• [ASSIGNED TASK]: Leave every image behind and restate the data word for word.
*** Opening INFORMATION SUPPLIED ***
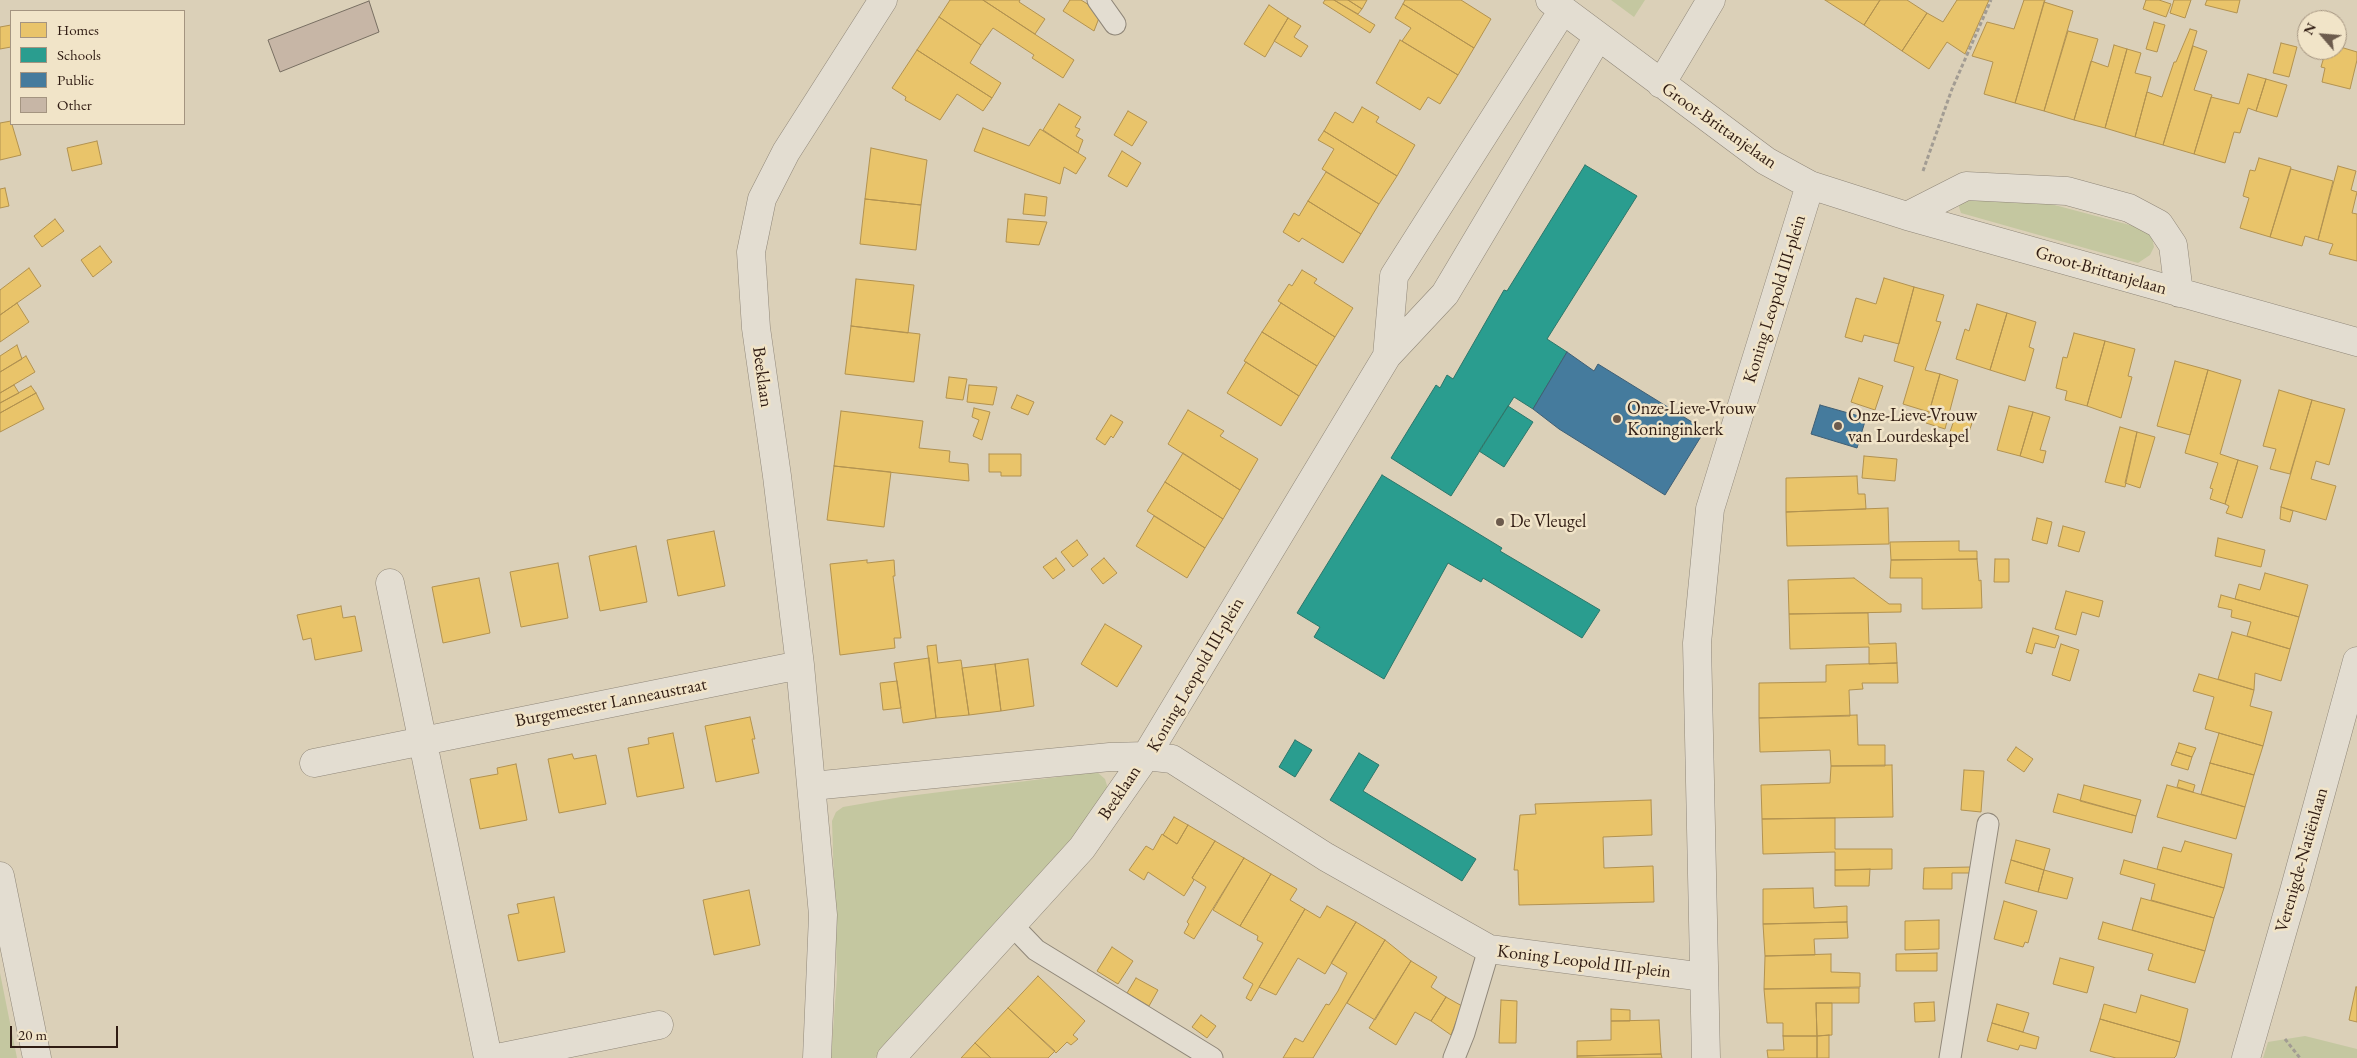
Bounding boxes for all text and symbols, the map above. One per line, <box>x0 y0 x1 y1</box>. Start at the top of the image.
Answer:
legend <box>10 10 185 125</box>
north arrow <box>2297 10 2347 60</box>
text: Homes <box>57 20 99 39</box>
text: N <box>2299 20 2320 38</box>
text: Schools <box>57 45 101 64</box>
text: Public <box>57 70 94 89</box>
street label: Groot-Brittanjelaan <box>1657 78 1781 174</box>
text: Other <box>57 95 92 114</box>
street label: Koning Leopold III-plein <box>1739 212 1811 386</box>
street label: Groot-Brittanjelaan <box>2033 242 2169 300</box>
street label: Beeklaan <box>747 345 777 409</box>
place label: Onze-Lieve-Vrouw Koninginkerk <box>1627 398 1756 440</box>
place label: Onze-Lieve-Vrouw van Lourdeskapel <box>1848 405 1977 448</box>
marker: Onze-Lieve-Vrouw Koninginkerk <box>1611 413 1623 425</box>
marker: Onze-Lieve-Vrouw van Lourdeskapel <box>1832 420 1844 432</box>
place label: De Vleugel <box>1510 511 1586 533</box>
marker: De Vleugel <box>1494 516 1506 528</box>
street label: Koning Leopold III-plein <box>1143 594 1249 756</box>
street label: Burgemeester Lanneaustraat <box>513 674 709 732</box>
street label: Beeklaan <box>1094 762 1146 824</box>
street label: Verenigde-Natiënlaan <box>2271 785 2333 935</box>
street label: Koning Leopold III-plein <box>1496 941 1672 983</box>
scale bar <box>12 1016 120 1048</box>
text: 20 m <box>18 1025 47 1044</box>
*** Closing INFORMATION SUPPLIED ***
• [RESULT OF THIS EXERCISE]:
Bounding boxes for all text and symbols, the map above. One per line, <box>x0 y0 x1 y1</box>. Start at the top of the image.
Answer:
legend <box>10 10 185 125</box>
north arrow <box>2297 10 2347 60</box>
text: Homes <box>57 20 99 39</box>
text: N <box>2299 20 2320 38</box>
text: Schools <box>57 45 101 64</box>
text: Public <box>57 70 94 89</box>
street label: Groot-Brittanjelaan <box>1657 78 1781 174</box>
text: Other <box>57 95 92 114</box>
street label: Koning Leopold III-plein <box>1739 212 1811 386</box>
street label: Groot-Brittanjelaan <box>2033 242 2169 300</box>
street label: Beeklaan <box>747 345 777 409</box>
place label: Onze-Lieve-Vrouw Koninginkerk <box>1627 398 1756 440</box>
place label: Onze-Lieve-Vrouw van Lourdeskapel <box>1848 405 1977 448</box>
marker: Onze-Lieve-Vrouw Koninginkerk <box>1611 413 1623 425</box>
marker: Onze-Lieve-Vrouw van Lourdeskapel <box>1832 420 1844 432</box>
place label: De Vleugel <box>1510 511 1586 533</box>
marker: De Vleugel <box>1494 516 1506 528</box>
street label: Koning Leopold III-plein <box>1143 594 1249 756</box>
street label: Burgemeester Lanneaustraat <box>513 674 709 732</box>
street label: Beeklaan <box>1094 762 1146 824</box>
street label: Verenigde-Natiënlaan <box>2271 785 2333 935</box>
street label: Koning Leopold III-plein <box>1496 941 1672 983</box>
scale bar <box>12 1016 120 1048</box>
text: 20 m <box>18 1025 47 1044</box>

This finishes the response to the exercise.